WORLD NEWS

Missiles Strike Iranian Oil Tanker Traveling Off Coast Of Saudi Arabia, Officials Say

It was the latest incident in the region amid months of heightened tensions between Tehran and the U.S.

TEHRAN, Iran (AP) — Two missiles struck an Iranian tanker traveling through the Red Sea off the coast of Saudi Arabia on Friday, Iranian officials said, the latest incident in the region amid months of heightened tensions between Tehran and the U.S.

There was no word from Saudi Arabia on the reported attack and Saudi officials did not immediately respond to requests for comment. Oil prices spiked by 2% on the news.

Iranian state television said the explosion damaged two storerooms aboard the unnamed oil tanker and caused an oil leak into the Red Sea near the Saudi port city of Jiddah. The leak was later stopped, IRNA reported.

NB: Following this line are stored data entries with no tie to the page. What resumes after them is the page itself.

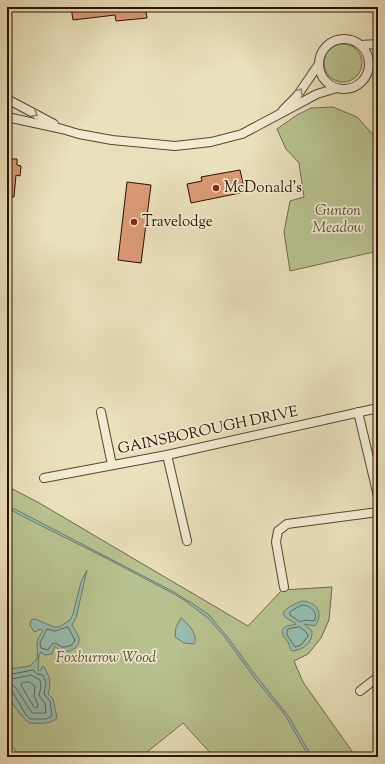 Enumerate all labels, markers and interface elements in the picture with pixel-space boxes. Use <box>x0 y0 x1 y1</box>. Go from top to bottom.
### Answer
one-way arrow <box>295 88 303 95</box>
one-way arrow <box>31 109 38 117</box>
place label: McDonald's <box>224 178 302 199</box>
marker: McDonald's <box>211 183 221 193</box>
park label: Gunton Meadow <box>312 201 364 239</box>
place label: Travelodge <box>142 212 213 233</box>
marker: Travelodge <box>129 217 139 227</box>
street label: GAINSBOROUGH DRIVE <box>116 402 300 460</box>
park label: Foxburrow Wood <box>56 648 157 669</box> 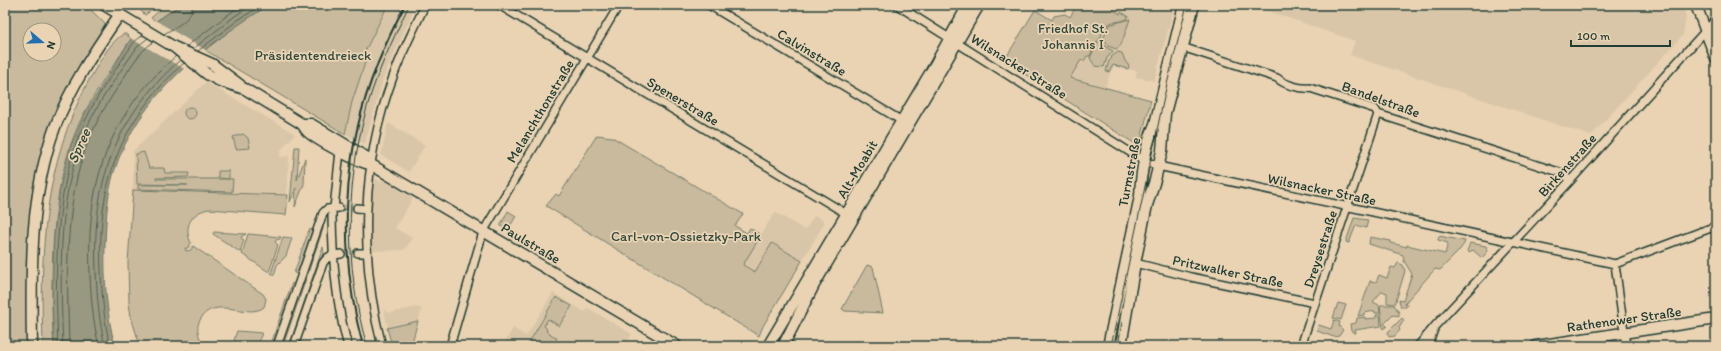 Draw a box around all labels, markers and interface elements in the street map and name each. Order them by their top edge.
park label: Friedhof St. Johannis I [1038,20,1108,53]
north arrow [22,22,62,62]
scale bar [1571,22,1670,48]
street label: Calvinstraße [774,25,850,80]
text: 100 m [1577,29,1610,43]
street label: Wilsnacker Straße [967,30,1070,103]
text: N [44,39,58,51]
park label: Präsidentendreieck [255,47,372,64]
street label: Melanchthonstraße [503,56,578,166]
street label: Spenerstraße [644,73,722,130]
street label: Bandelstraße [1339,77,1423,122]
water label: Spree [63,125,95,166]
street label: Birkenstraße [1534,130,1600,201]
street label: Turmstraße [1114,136,1145,208]
street label: Alt-Moabit [833,137,881,201]
street label: Wilsnacker Straße [1266,170,1378,209]
street label: Dreysestraße [1300,208,1341,290]
street label: Paulstraße [498,219,564,268]
park label: Carl-von-Ossietzky-Park [611,228,762,245]
street label: Pritzwalker Straße [1171,251,1285,292]
street label: Rathenower Straße [1566,303,1683,336]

The state-run IRNA news agency, quoting Iran’s National Iranian Tanker Co., identified the stricken vessel as the Sabiti. It turned on its tracking devices late Friday morning in the Red Sea, putting its location some 130 kilometers (80 miles) southwest of Jiddah, according to data from MarineTraffic.com.

The vessel last turned on its tracking devices in August near the Iranian port city of Bandar Abbas. Iranian tankers routinely turn off their trackers as U.S. sanctions target the sale of Iran’s crude oil.

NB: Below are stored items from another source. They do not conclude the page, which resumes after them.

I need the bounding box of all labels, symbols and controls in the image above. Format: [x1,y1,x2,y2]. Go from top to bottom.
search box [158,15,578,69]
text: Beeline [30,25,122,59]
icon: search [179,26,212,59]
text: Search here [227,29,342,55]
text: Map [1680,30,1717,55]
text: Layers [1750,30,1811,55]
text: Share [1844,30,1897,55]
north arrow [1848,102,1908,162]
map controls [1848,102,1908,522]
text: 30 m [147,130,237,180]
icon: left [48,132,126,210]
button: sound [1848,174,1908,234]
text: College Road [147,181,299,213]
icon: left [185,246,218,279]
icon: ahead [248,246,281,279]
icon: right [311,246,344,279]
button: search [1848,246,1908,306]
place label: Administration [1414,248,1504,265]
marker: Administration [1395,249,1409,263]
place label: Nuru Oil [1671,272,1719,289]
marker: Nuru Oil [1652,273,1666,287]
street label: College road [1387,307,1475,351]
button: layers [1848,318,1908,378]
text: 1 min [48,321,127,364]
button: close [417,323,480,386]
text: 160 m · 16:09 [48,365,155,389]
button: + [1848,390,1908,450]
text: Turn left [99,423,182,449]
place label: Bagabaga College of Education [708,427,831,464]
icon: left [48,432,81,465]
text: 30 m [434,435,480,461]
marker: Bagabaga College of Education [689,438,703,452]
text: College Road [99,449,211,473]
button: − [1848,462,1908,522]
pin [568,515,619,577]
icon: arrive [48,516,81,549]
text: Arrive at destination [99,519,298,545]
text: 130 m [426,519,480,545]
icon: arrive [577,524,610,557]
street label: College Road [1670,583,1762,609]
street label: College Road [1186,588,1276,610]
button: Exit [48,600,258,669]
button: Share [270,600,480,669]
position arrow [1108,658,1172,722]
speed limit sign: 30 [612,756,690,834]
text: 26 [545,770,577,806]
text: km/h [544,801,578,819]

“The oil tanker ... sustained damages to the body when it was hit by missiles 60 miles (96 kilometers) from the Saudi port city of Jiddah,” IRNA said.

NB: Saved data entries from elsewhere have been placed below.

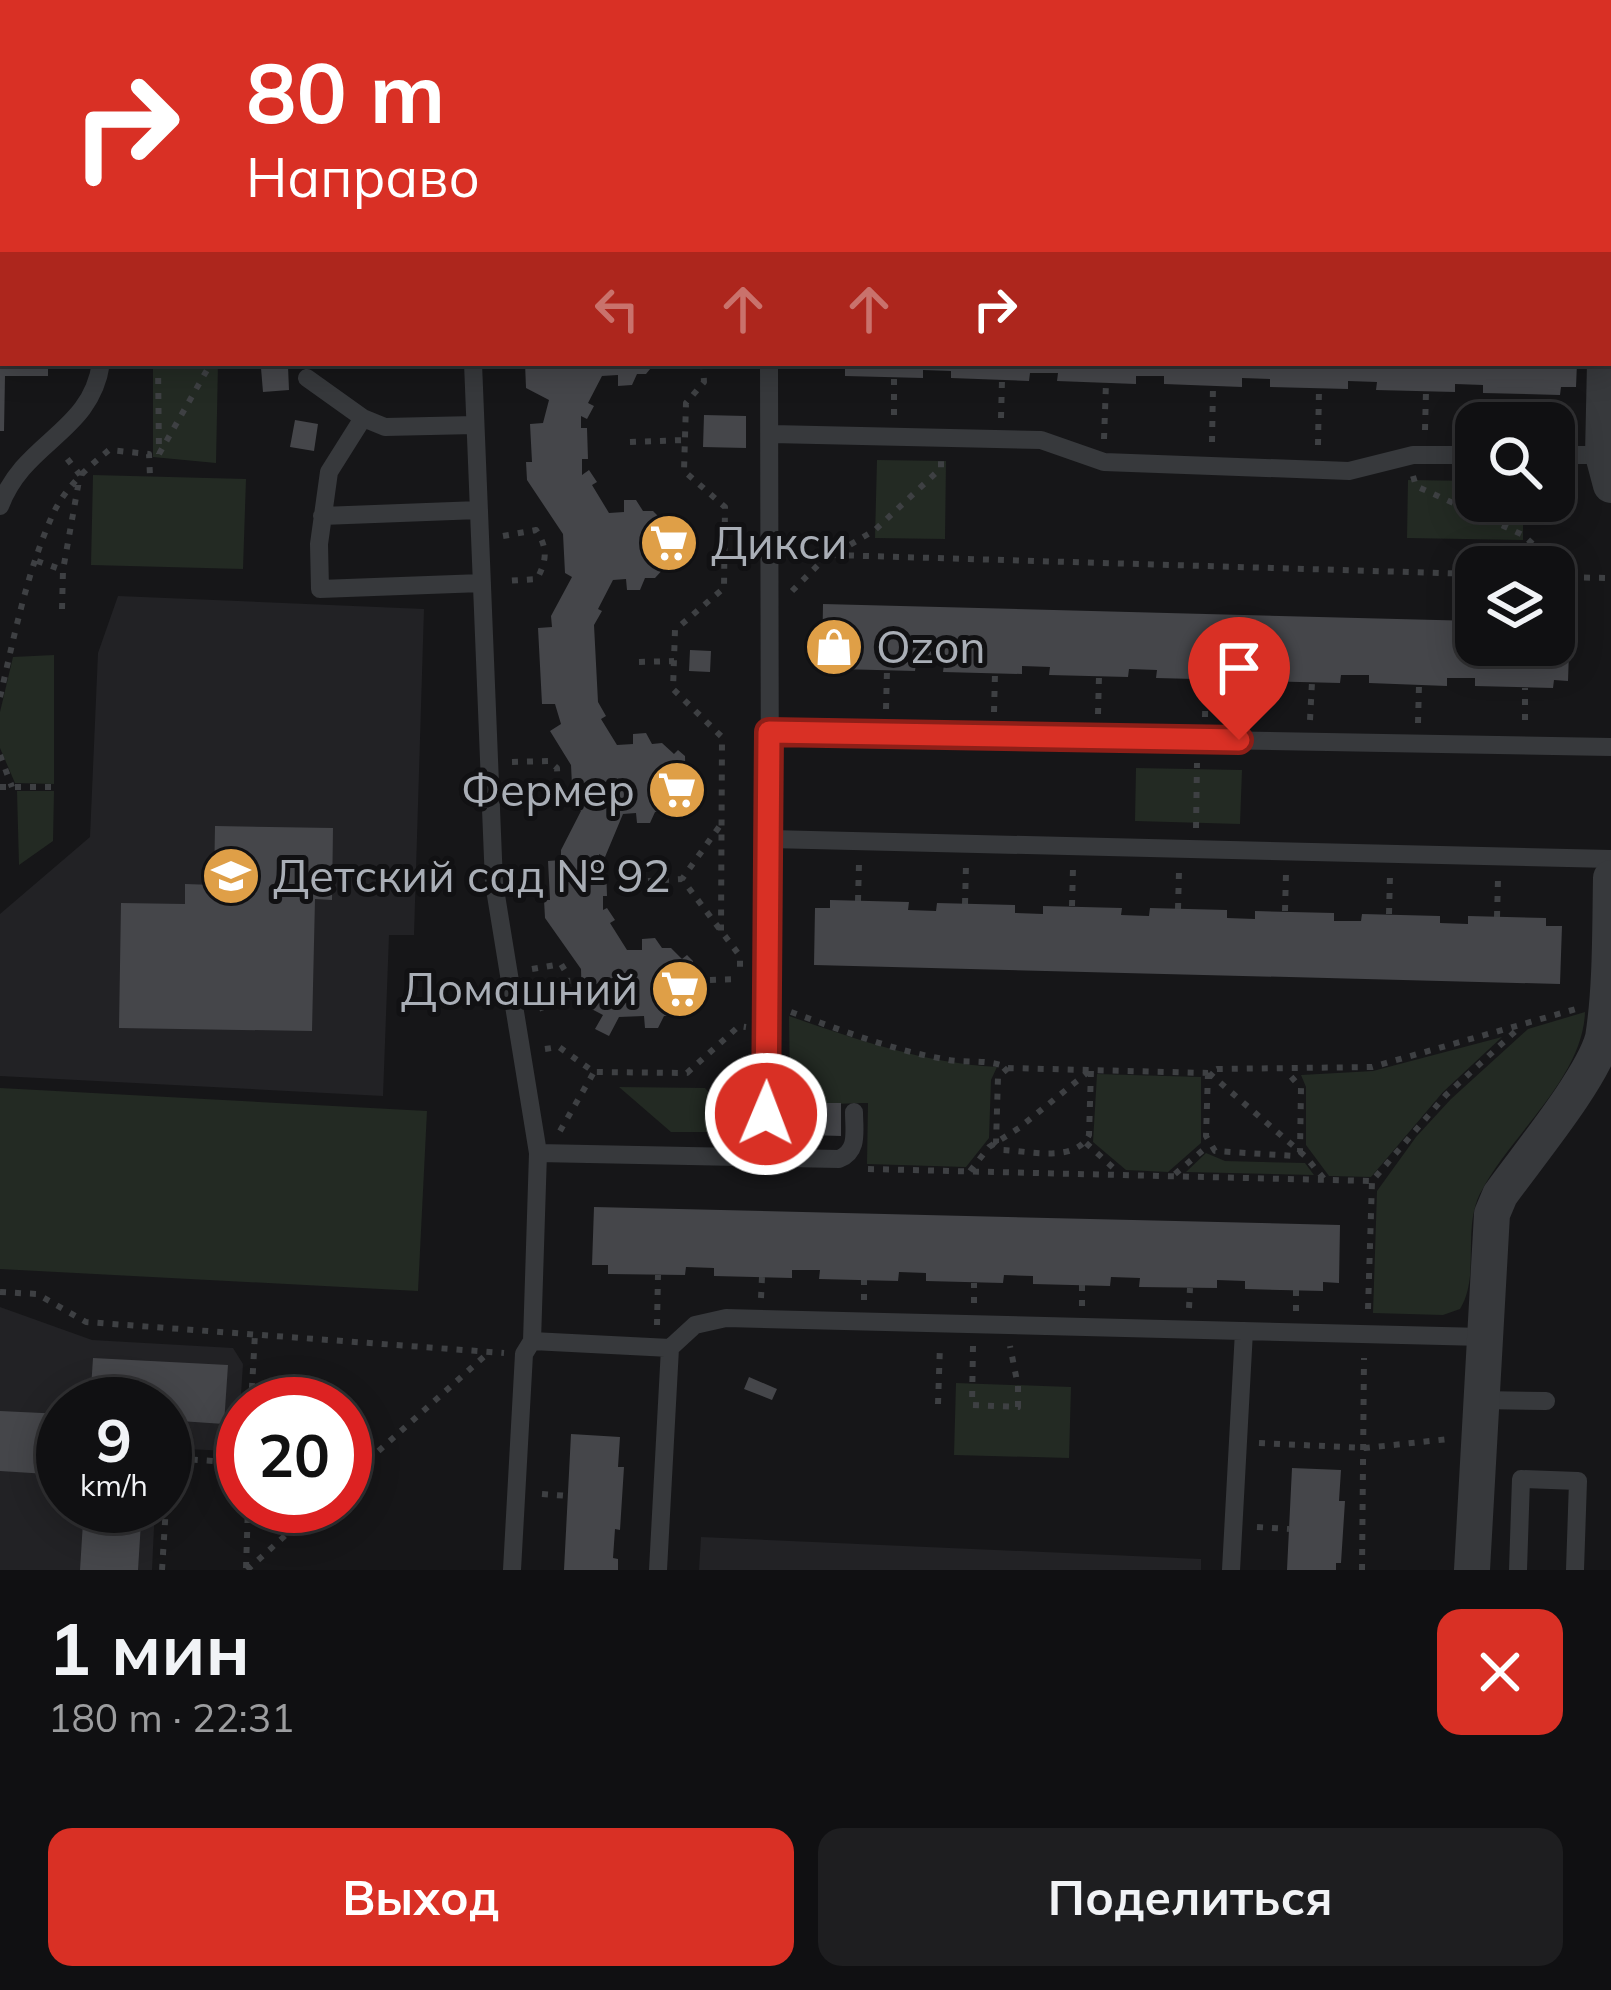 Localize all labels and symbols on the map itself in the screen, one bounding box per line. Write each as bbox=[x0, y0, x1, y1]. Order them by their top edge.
supermarket icon: Дикси bbox=[638, 512, 700, 574]
place label: Дикси bbox=[711, 514, 848, 570]
shop icon: Ozon bbox=[803, 616, 865, 678]
pin bbox=[1188, 617, 1290, 740]
place label: Ozon bbox=[876, 618, 986, 674]
supermarket icon: Фермер bbox=[646, 759, 708, 821]
place label: Фермер bbox=[461, 761, 635, 817]
school or university icon: Детский сад № 92 bbox=[200, 845, 262, 907]
place label: Детский сад № 92 bbox=[273, 847, 671, 903]
supermarket icon: Домашний bbox=[649, 958, 711, 1020]
place label: Домашний bbox=[401, 960, 638, 1016]
position arrow bbox=[703, 1051, 829, 1177]
speed limit sign: 20 bbox=[216, 1377, 372, 1533]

The agency did not say whom Iranian officials suspect of launching the missiles.

Lt. Pete Pagano, a spokesman for the U.S. Navy’s 5th Fleet overseeing the Mideast, said authorities there were “aware of reports of this incident,” but declined to comment further.

Benchmark Brent crude oil rose over 2% in trading Friday to reach some $60.40 a barrel.

The reported attack comes after the U.S. has alleged that in past months Iran attacked oil tankers near the Strait of Hormuz, at the mouth of the Persian Gulf, something denied by Tehran.

Friday’s incident could push tensions between Iran and the U.S. even higher, more than a year after President Donald Trump unilaterally withdrew America from the nuclear deal and imposed sanctions now crushing Iran’s economy.

The mysterious attacks on oil tankers near the Strait of Hormuz, Iran shooting down a U.S. military surveillance drone and other incidents across the wider Middle East followed Trump’s decision.

The latest assault saw Saudi Arabia’s vital oil industry come under a drone-and-cruise-missile attack, halving the kingdom’s output. The U.S. has blamed Iran for the attack, something denied by Tehran. Yemen’s Houthi rebels, whom the kingdom is fighting in a yearslong war, claimed that assault, though analysts say the missiles used in the attack wouldn’t have the range to reach the sites from Yemen.